## ABOUT THIS TASK
In your copy, include no images and return each entry exactly as written.

>>>

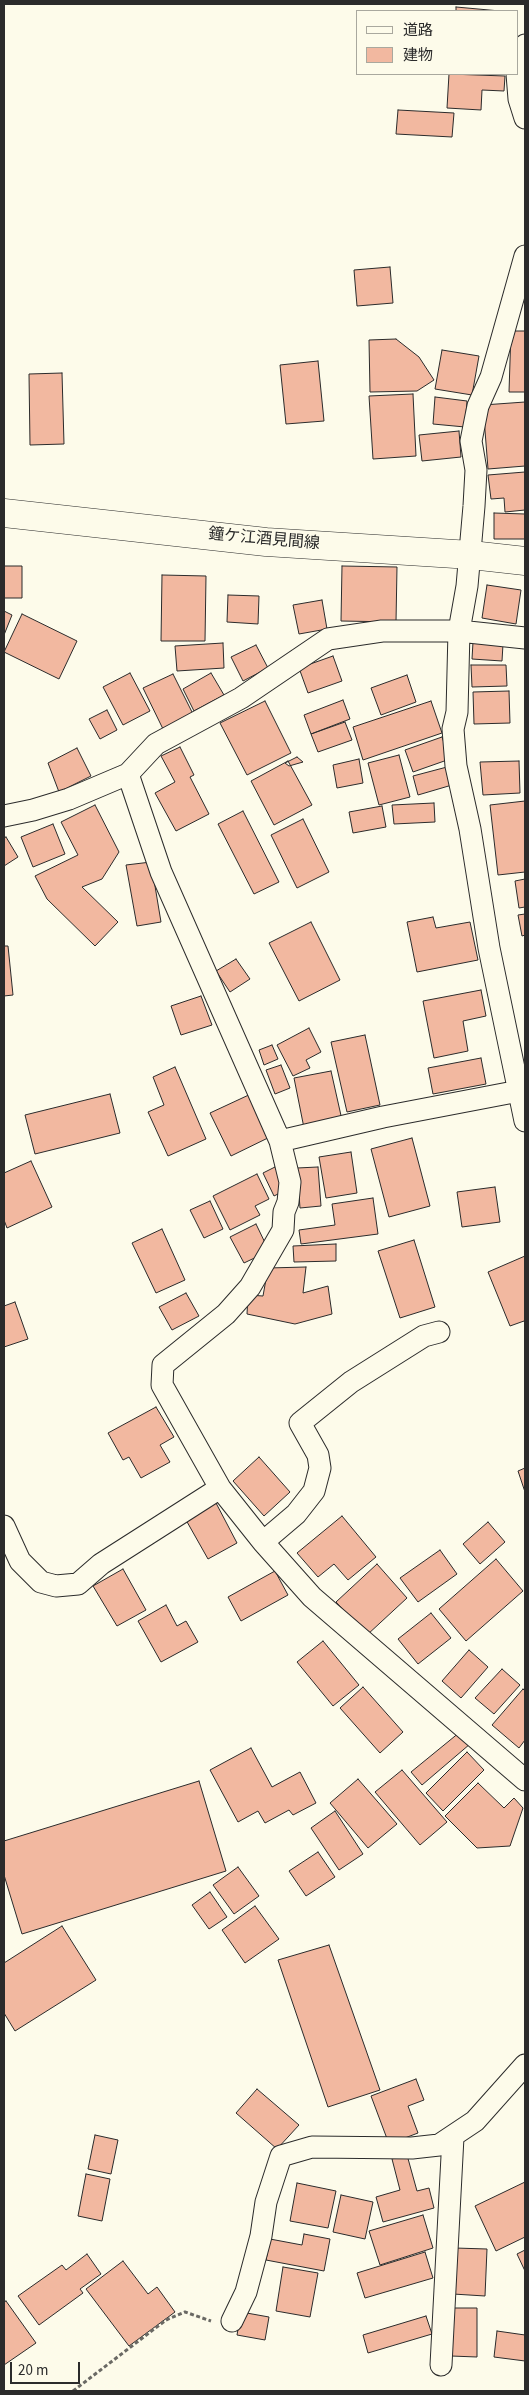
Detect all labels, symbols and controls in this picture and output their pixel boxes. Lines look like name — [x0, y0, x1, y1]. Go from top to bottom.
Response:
legend — [356, 10, 519, 75]
text: 道路 — [403, 20, 433, 41]
text: 建物 — [403, 45, 433, 66]
street label: 鐘ケ江酒見間線 — [207, 526, 321, 554]
scale bar — [12, 2352, 82, 2384]
text: 20 m — [18, 2360, 48, 2381]

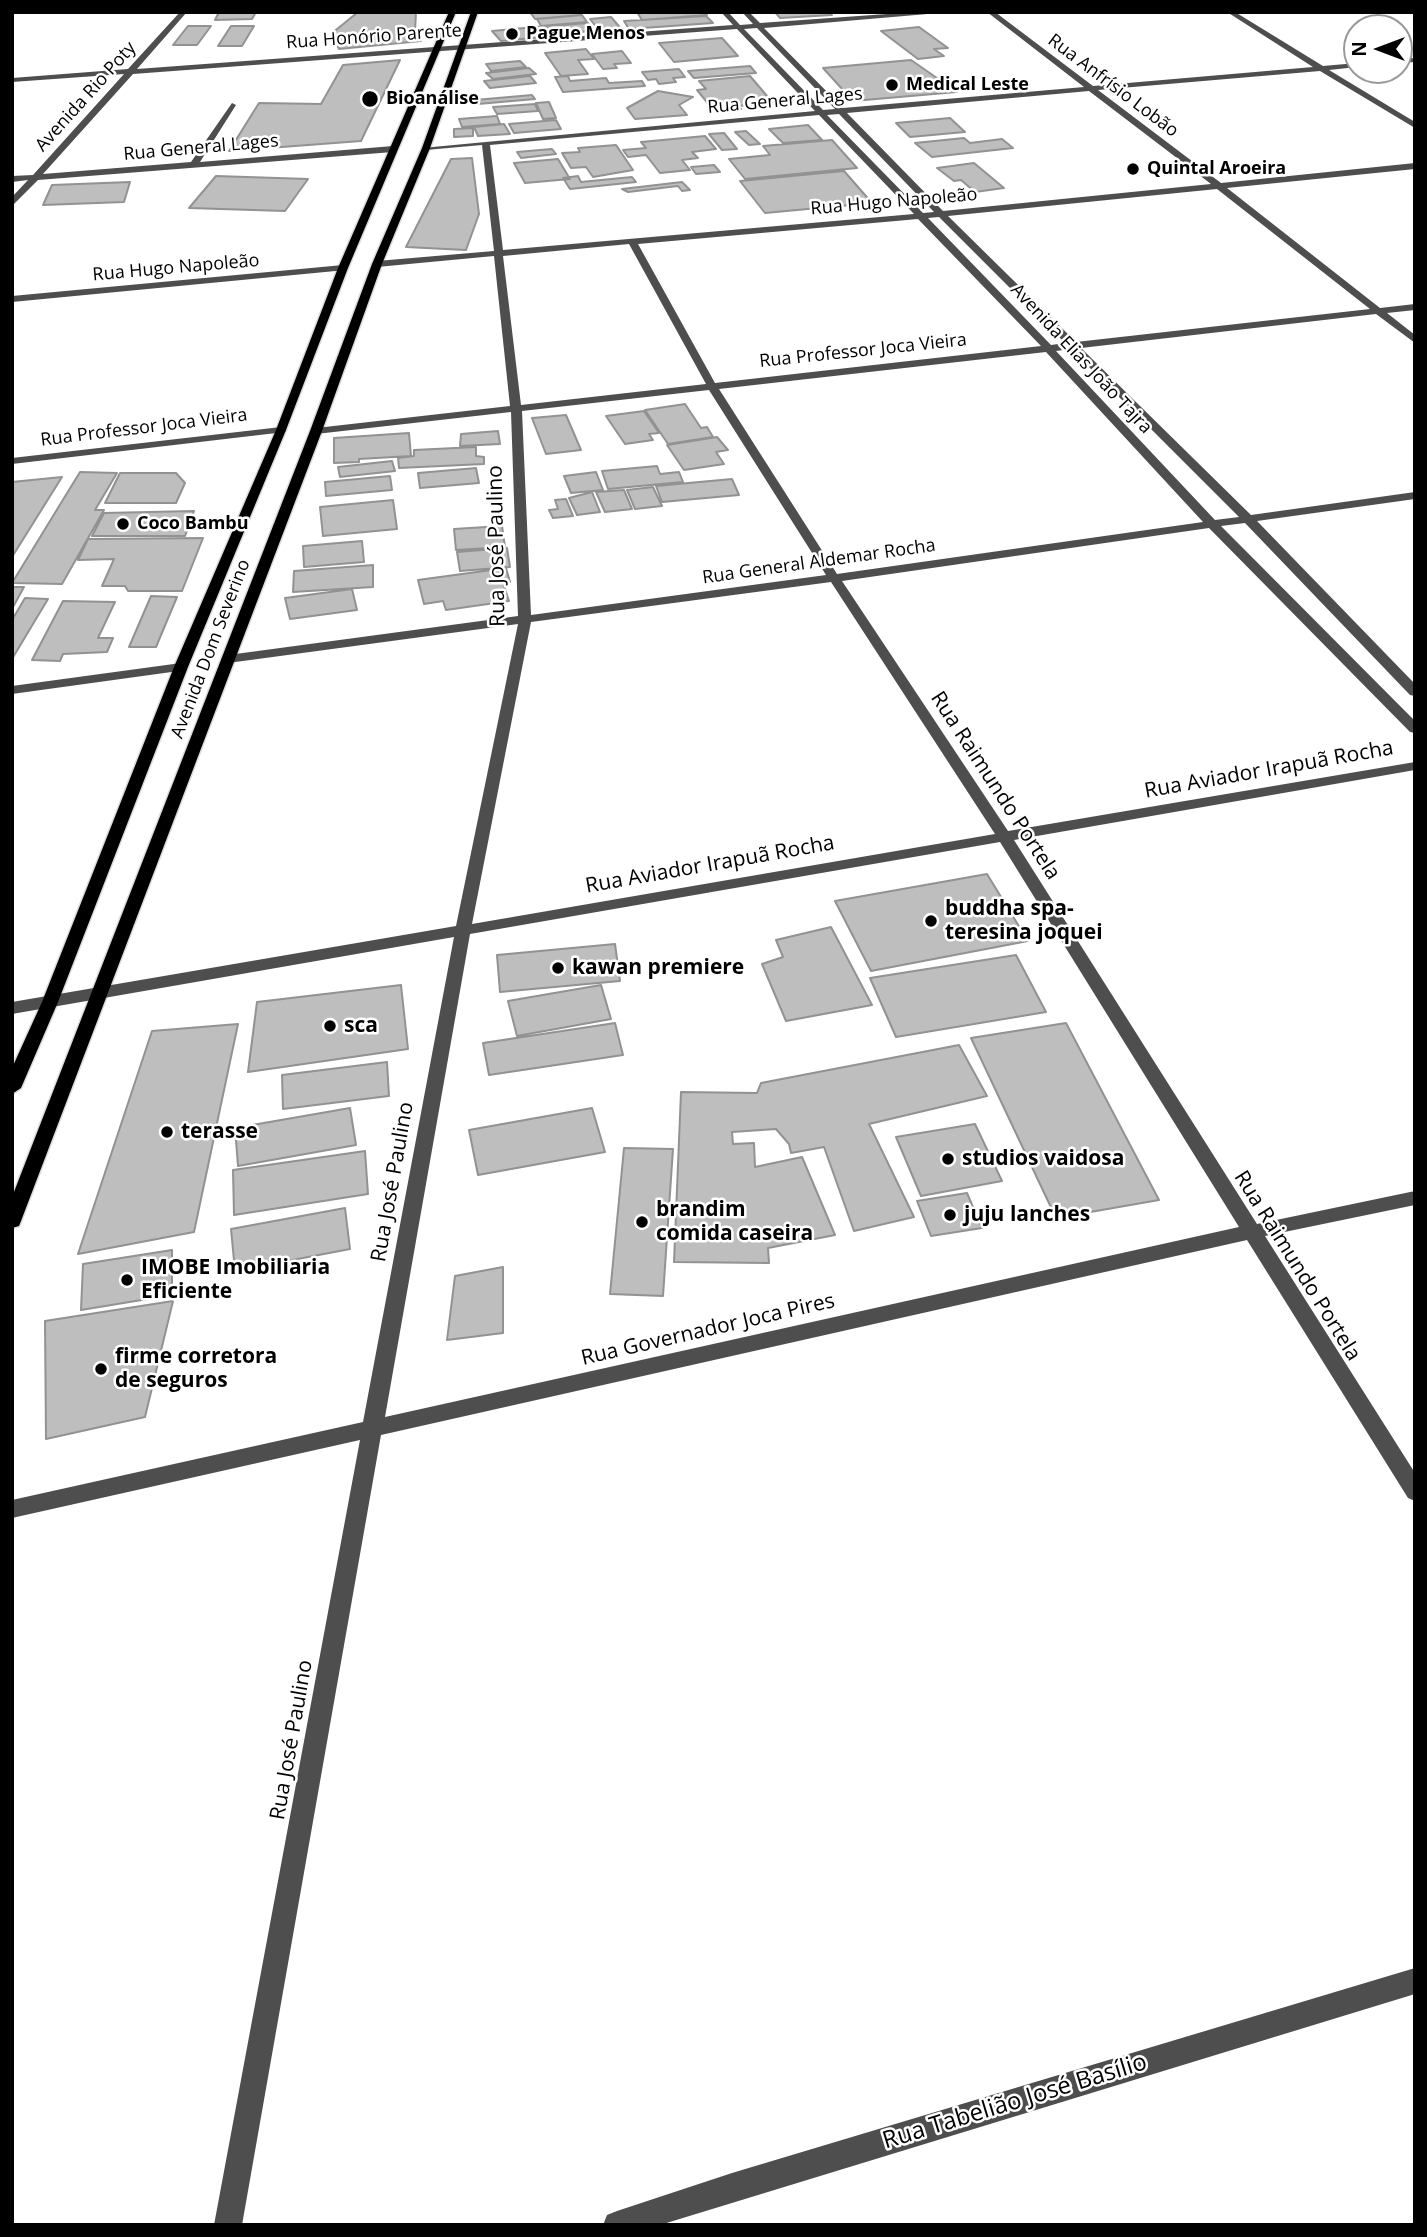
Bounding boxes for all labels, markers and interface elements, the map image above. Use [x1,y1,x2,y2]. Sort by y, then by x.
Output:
north arrow [1343,14,1413,84]
street label: Rua Honório Parente [285,20,463,54]
place label: Pague Menos [526,23,645,45]
marker: Pague Menos [504,26,520,42]
street label: Rua Anfrísio Lobão [1043,30,1183,142]
street label: Avenida Rio Poty [31,38,141,156]
text: N [1346,41,1372,57]
place label: Medical Leste [906,74,1029,96]
marker: Medical Leste [884,77,900,93]
street label: Rua General Lages [707,83,863,119]
place label: Bioanálise [386,88,479,110]
marker: Bioanálise [360,89,380,109]
street label: Rua General Lages [123,130,279,166]
place label: Quintal Aroeira [1147,158,1286,180]
marker: Quintal Aroeira [1125,161,1141,177]
street label: Rua Hugo Napoleão [810,184,978,220]
street label: Rua Hugo Napoleão [92,250,260,286]
street label: Avenida Elias João Tajra [1006,280,1156,438]
street label: Rua Professor Joca Vieira [758,329,968,373]
street label: Rua Professor Joca Vieira [39,405,249,451]
street label: Rua José Paulino [483,465,511,627]
place label: Coco Bambu [137,513,249,535]
marker: Coco Bambu [115,516,131,532]
street label: Rua General Aldemar Rocha [701,535,937,589]
street label: Avenida Dom Severino [167,557,255,741]
street label: Rua Raimundo Portela [925,687,1065,885]
street label: Rua Aviador Irapuã Rocha [1143,736,1395,804]
street label: Rua Aviador Irapuã Rocha [584,831,836,899]
place label: buddha spa- teresina joquei [945,896,1103,946]
marker: buddha spa- teresina joquei [923,913,939,929]
place label: kawan premiere [572,955,744,981]
marker: kawan premiere [550,960,566,976]
place label: sca [344,1013,378,1039]
marker: sca [322,1018,338,1034]
street label: Rua José Paulino [367,1100,419,1264]
place label: terasse [181,1119,258,1145]
marker: terasse [159,1124,175,1140]
place label: studios vaidosa [962,1146,1124,1172]
marker: studios vaidosa [940,1151,956,1167]
street label: Rua Raimundo Portela [1228,1166,1366,1366]
place label: brandim comida caseira [656,1197,813,1247]
place label: juju lanches [964,1202,1090,1228]
marker: juju lanches [942,1207,958,1223]
marker: brandim comida caseira [634,1214,650,1230]
place label: IMOBE Imobiliaria Eficiente [141,1255,330,1305]
marker: IMOBE Imobiliaria Eficiente [119,1272,135,1288]
street label: Rua Governador Joca Pires [579,1289,837,1371]
place label: firme corretora de seguros [115,1344,277,1394]
marker: firme corretora de seguros [93,1361,109,1377]
street label: Rua José Paulino [266,1658,318,1822]
street label: Rua Tabelião José Basílio [879,2048,1151,2156]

<<<

## TASK RESPONSE
Detect all labels, symbols and controls in this picture and output their pixel boxes. Lines look like name — [x0, y0, x1, y1]. Go from top to bottom.
Response:
legend — [356, 10, 519, 75]
text: 道路 — [403, 20, 433, 41]
text: 建物 — [403, 45, 433, 66]
street label: 鐘ケ江酒見間線 — [207, 526, 321, 554]
scale bar — [12, 2352, 82, 2384]
text: 20 m — [18, 2360, 48, 2381]

Bounding boxes for all labels, markers and interface elements, the map image above. Use [x1,y1,x2,y2]. Sort by y, then by x.
Output:
north arrow [1343,14,1413,84]
street label: Rua Honório Parente [285,20,463,54]
place label: Pague Menos [526,23,645,45]
marker: Pague Menos [504,26,520,42]
street label: Rua Anfrísio Lobão [1043,30,1183,142]
street label: Avenida Rio Poty [31,38,141,156]
text: N [1346,41,1372,57]
place label: Medical Leste [906,74,1029,96]
marker: Medical Leste [884,77,900,93]
street label: Rua General Lages [707,83,863,119]
place label: Bioanálise [386,88,479,110]
marker: Bioanálise [360,89,380,109]
street label: Rua General Lages [123,130,279,166]
place label: Quintal Aroeira [1147,158,1286,180]
marker: Quintal Aroeira [1125,161,1141,177]
street label: Rua Hugo Napoleão [810,184,978,220]
street label: Rua Hugo Napoleão [92,250,260,286]
street label: Avenida Elias João Tajra [1006,280,1156,438]
street label: Rua Professor Joca Vieira [758,329,968,373]
street label: Rua Professor Joca Vieira [39,405,249,451]
street label: Rua José Paulino [483,465,511,627]
place label: Coco Bambu [137,513,249,535]
marker: Coco Bambu [115,516,131,532]
street label: Rua General Aldemar Rocha [701,535,937,589]
street label: Avenida Dom Severino [167,557,255,741]
street label: Rua Raimundo Portela [925,687,1065,885]
street label: Rua Aviador Irapuã Rocha [1143,736,1395,804]
street label: Rua Aviador Irapuã Rocha [584,831,836,899]
place label: buddha spa- teresina joquei [945,896,1103,946]
marker: buddha spa- teresina joquei [923,913,939,929]
place label: kawan premiere [572,955,744,981]
marker: kawan premiere [550,960,566,976]
place label: sca [344,1013,378,1039]
marker: sca [322,1018,338,1034]
street label: Rua José Paulino [367,1100,419,1264]
place label: terasse [181,1119,258,1145]
marker: terasse [159,1124,175,1140]
place label: studios vaidosa [962,1146,1124,1172]
marker: studios vaidosa [940,1151,956,1167]
street label: Rua Raimundo Portela [1228,1166,1366,1366]
place label: brandim comida caseira [656,1197,813,1247]
place label: juju lanches [964,1202,1090,1228]
marker: juju lanches [942,1207,958,1223]
marker: brandim comida caseira [634,1214,650,1230]
place label: IMOBE Imobiliaria Eficiente [141,1255,330,1305]
marker: IMOBE Imobiliaria Eficiente [119,1272,135,1288]
street label: Rua Governador Joca Pires [579,1289,837,1371]
place label: firme corretora de seguros [115,1344,277,1394]
marker: firme corretora de seguros [93,1361,109,1377]
street label: Rua José Paulino [266,1658,318,1822]
street label: Rua Tabelião José Basílio [879,2048,1151,2156]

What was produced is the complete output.